━━ Dataset records

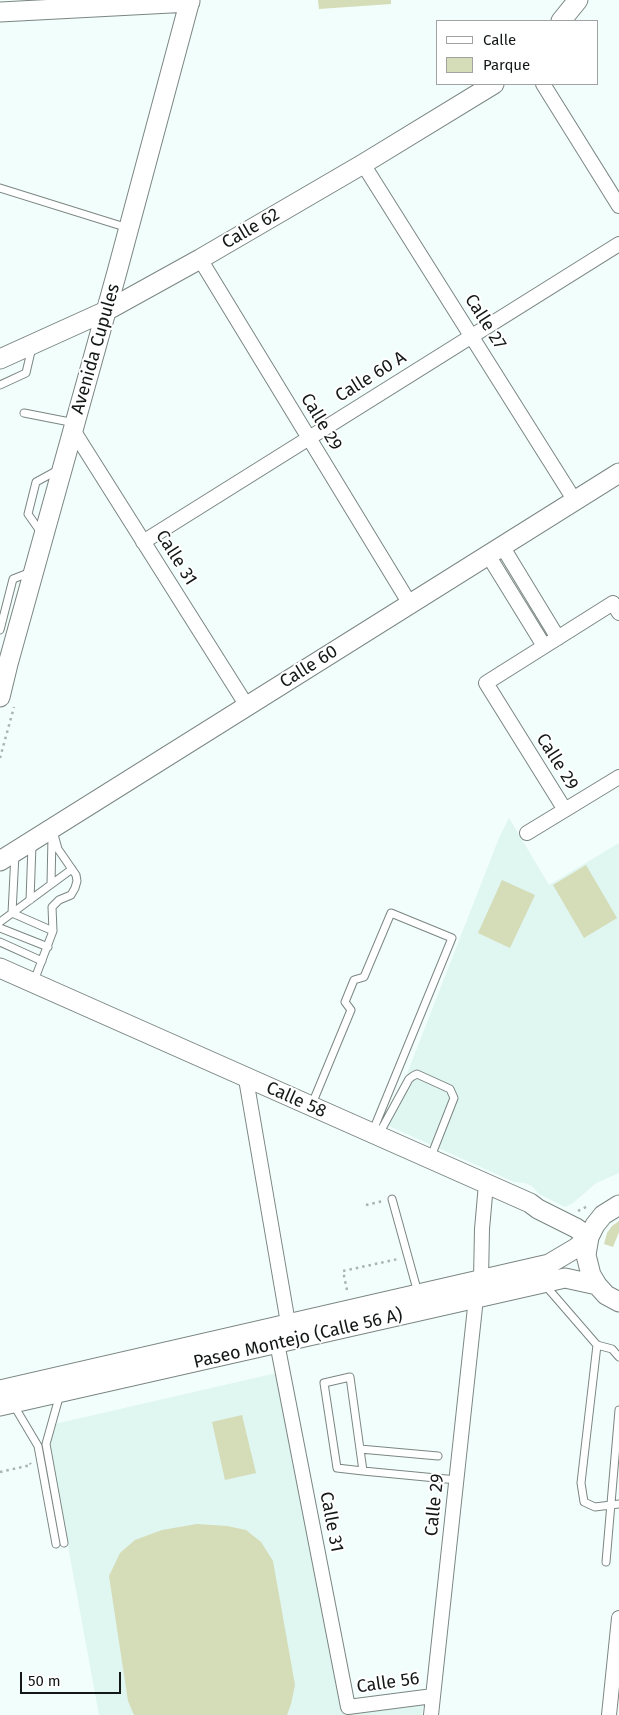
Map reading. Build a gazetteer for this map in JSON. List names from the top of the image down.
{
  "streets": {
    "main road": [
      "Calle 62",
      "Avenida Cupules",
      "Calle 60",
      "Calle 58",
      "Paseo Montejo (Calle 56 A)"
    ],
    "street": [
      "Calle 27",
      "Calle 60 A",
      "Calle 29",
      "Calle 31",
      "Calle 56"
    ]
  },
  "crossings": [
    ["Calle 62", "Calle 27"],
    ["Calle 62", "Avenida Cupules"],
    ["Calle 62", "Calle 29"],
    ["Calle 27", "Calle 60 A"],
    ["Calle 27", "Calle 60"],
    ["Avenida Cupules", "Calle 31"],
    ["Calle 60 A", "Calle 29"],
    ["Calle 60 A", "Calle 31"],
    ["Calle 29", "Calle 60"],
    ["Calle 29", "Paseo Montejo (Calle 56 A)"],
    ["Calle 29", "Calle 56"],
    ["Calle 31", "Calle 60"],
    ["Calle 31", "Paseo Montejo (Calle 56 A)"],
    ["Calle 31", "Calle 56"],
    ["Calle 58", "Paseo Montejo (Calle 56 A)"]
  ],
  "legend": ["Calle", "Parque"],
  "scale_bar": "50 m"
}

━━━━

What the task asks
Copy out each line of the listing that holds the word "Cupules".

Answer
      "Avenida Cupules",
    ["Calle 62", "Avenida Cupules"],
    ["Avenida Cupules", "Calle 31"],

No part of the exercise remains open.